Ministro Alexandre de Moraes decide que STF não julgará ação de Dilma sobre impeachment

Ministro Alexandre de Moraes decide que STF não julgará ação de Dilma sobre impeachmentFoto: Tribuna da Internet

Dilma queria “restabelecer a verdade” sobre o “golpe”

Mariana Oliveira-g1 / Tv Globo-tribuna Da Internet - 27/11/2019 - 08:28:45

O ministro Alexandre de Moraes decidiu que o Supremo Tribunal Federal (STF) não deve julgar um pedido da ex-presidente Dilma Rousseff que tentava reverter o impeachment. A decisão foi tomada na última sexta-feira, dia 22, e lançada no sistema do STF nesta segunda-feira, dia 25.
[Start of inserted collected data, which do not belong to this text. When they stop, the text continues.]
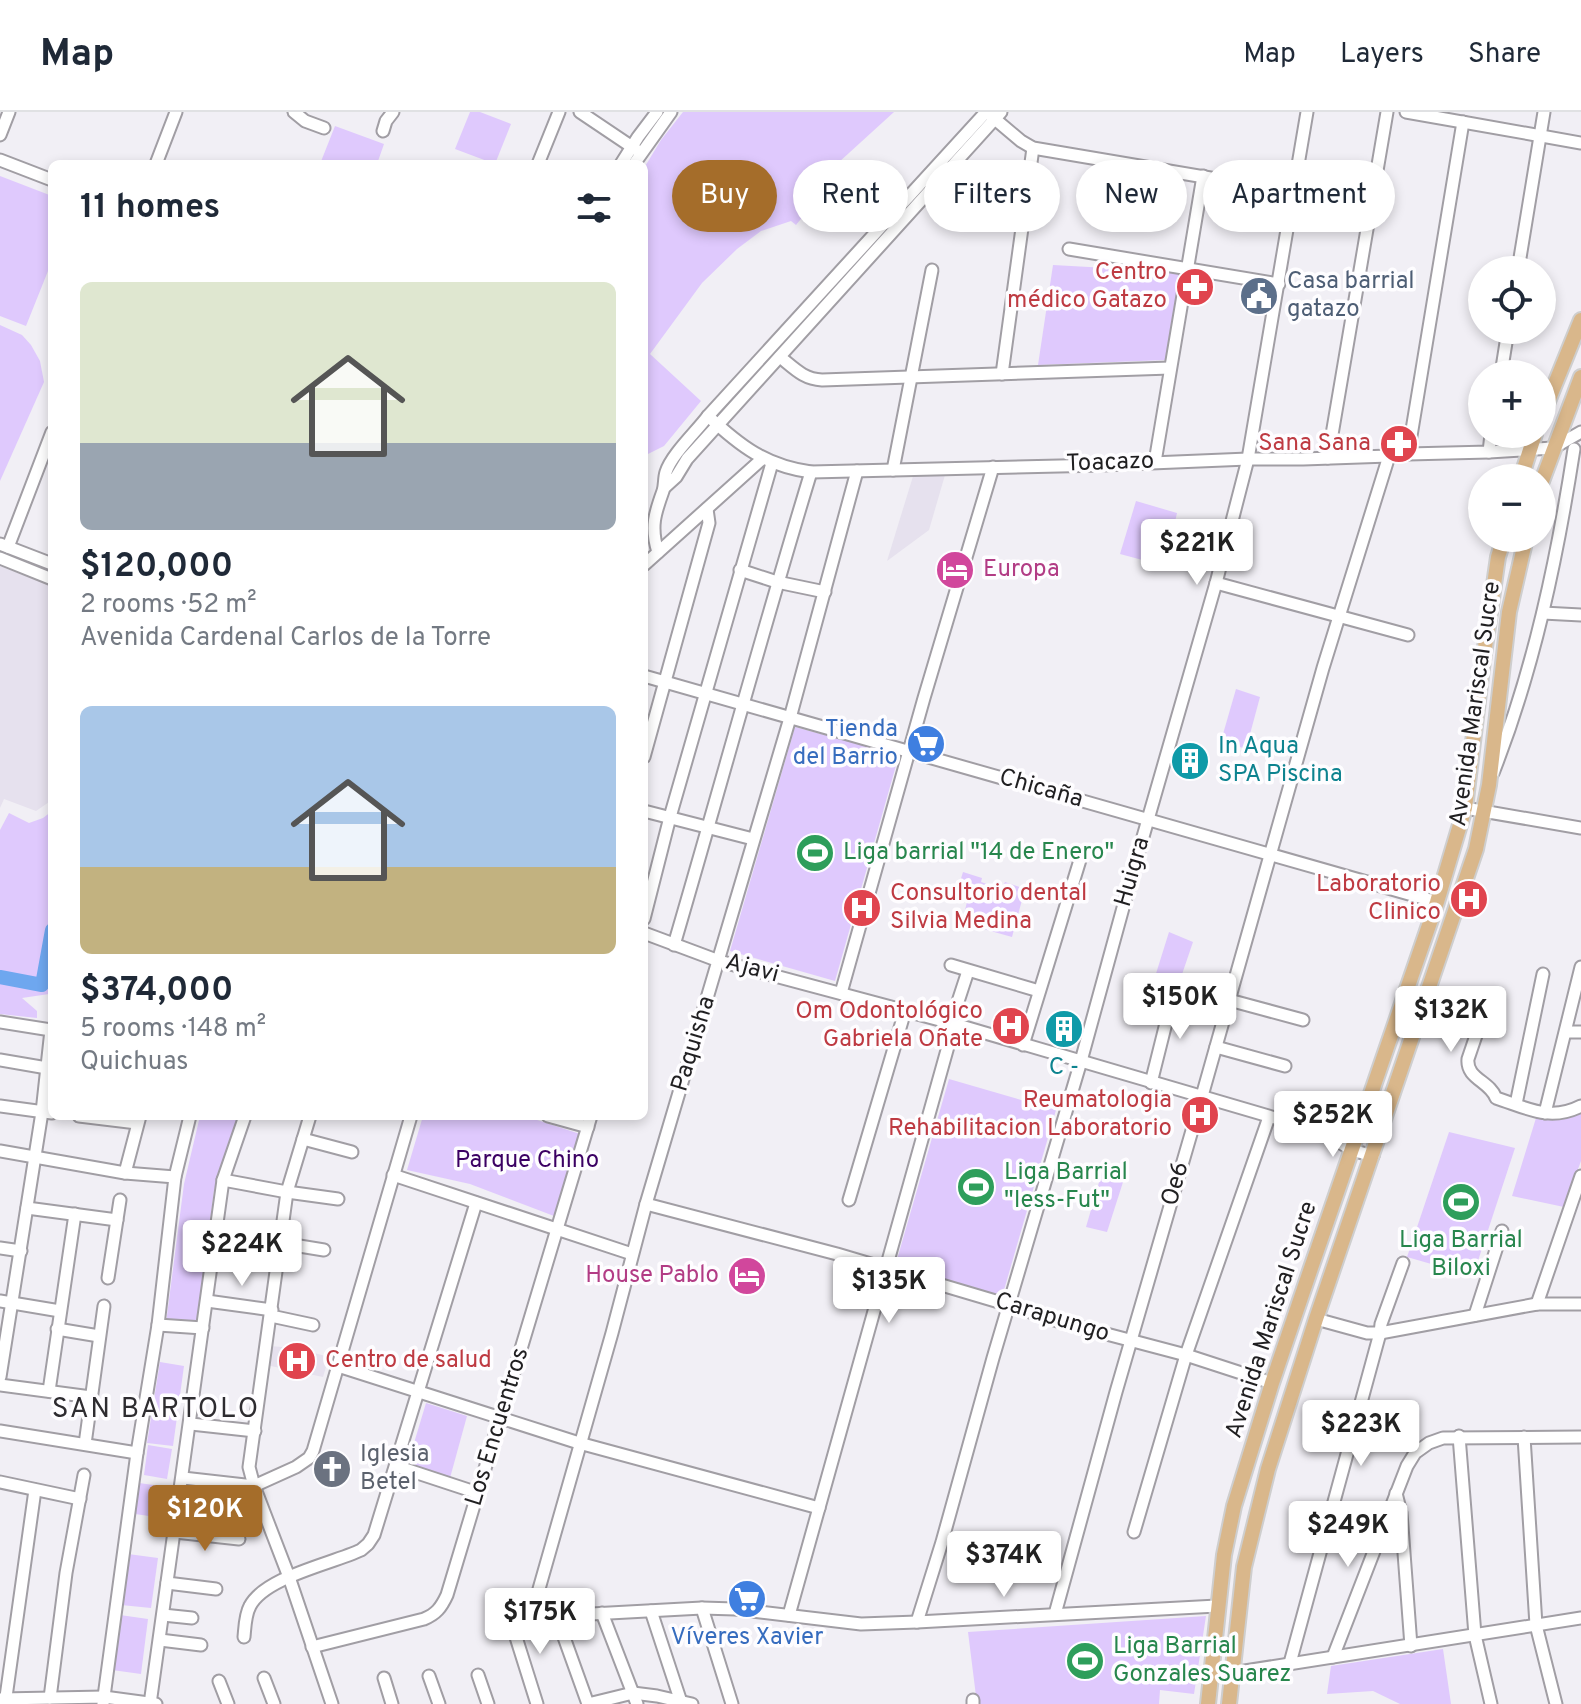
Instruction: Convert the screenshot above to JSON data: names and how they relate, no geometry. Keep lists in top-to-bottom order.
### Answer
{
  "streets": {
    "main road": ["Avenida Mariscal Sucre"],
    "street": [
      "Toacazo",
      "Chicaña",
      "Huigra",
      "Ajavi",
      "Paquisha",
      "Oe6",
      "Carapungo",
      "Los Encuentros"
    ]
  },
  "crossings": [
    ["Toacazo", "Huigra"],
    ["Toacazo", "Paquisha"],
    ["Toacazo", "Oe6"],
    ["Avenida Mariscal Sucre", "Chicaña"],
    ["Avenida Mariscal Sucre", "Ajavi"],
    ["Avenida Mariscal Sucre", "Carapungo"],
    ["Chicaña", "Huigra"],
    ["Chicaña", "Paquisha"],
    ["Chicaña", "Oe6"],
    ["Huigra", "Ajavi"],
    ["Huigra", "Carapungo"],
    ["Ajavi", "Paquisha"],
    ["Ajavi", "Oe6"],
    ["Paquisha", "Carapungo"],
    ["Oe6", "Carapungo"]
  ],
  "districts": ["SAN BARTOLO"],
  "parks": ["Parque Chino"],
  "places": {
    "pharmacy": ["Centro médico Gatazo", "Sana Sana"],
    "public building": ["Casa barrial gatazo"],
    "hotel": ["Europa", "House Pablo"],
    "supermarket": ["Tienda del Barrio", "Víveres Xavier"],
    "building": ["In Aqua SPA Piscina", "C -"],
    "sports": [
      "Liga barrial \"14 de Enero\"",
      "Liga Barrial \"Iess-Fut\"",
      "Liga Barrial Biloxi",
      "Liga Barrial Gonzales Suarez"
    ],
    "hospital": [
      "Laboratorio Clinico",
      "Consultorio dental Silvia Medina",
      "Om Odontológico Gabriela Oñate",
      "Reumatologia Rehabilitacion Laboratorio",
      "Centro de salud"
    ],
    "church": ["Iglesia Betel"]
  },
  "page": {
    "header": "Map",
    "nav": ["Map", "Layers", "Share"],
    "chip": [
      "Buy",
      "Rent",
      "Filters",
      "New",
      "Apartment"
    ],
    "heading": "11 homes",
    "map_buttons": ["+", "−"],
    "list": [
      {
        "name": "$120,000",
        "note": "2 rooms · 52 m² · Avenida Cardenal Carlos de la Torre"
      },
      {
        "name": "$374,000",
        "note": "5 rooms · 148 m² · Quichuas"
      }
    ],
    "price": [
      "$221K",
      "$150K",
      "$132K",
      "$252K",
      "$224K",
      "$135K",
      "$223K",
      "$120K",
      "$249K",
      "$374K",
      "$175K"
    ]
  }
}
Moraes entendeu que a ação perdeu o objeto, uma vez que o mandato para o qual Dilma foi reeleita em 2014 acabou em 2018. Dilma foi afastada do cargo em 12 de maio de 2016 e perdeu definitivamente o mandato em 31 de agosto daquele ano. Então vice-presidente, Michel Temer assumiu o Palácio do Planalto.


“GOLPE” – Na opinião da maioria dos senadores, a então presidente cometeu crime de responsabilidade na edição de decretos de suplementação de crédito. Na ocasião, Dilma negou ter cometido crime, afirmando que o processo era um “golpe”.

Após o impeachment ter sido aprovado pelo Senado, a defesa de Dilma recorreu ao Supremo. Os advogados argumentaram que o processo contrariou a Constituição. À época, o caso foi sorteado para o ministro Teori Zavascki. O ministro morreu em janeiro de 2017, e Moraes herdou o processo.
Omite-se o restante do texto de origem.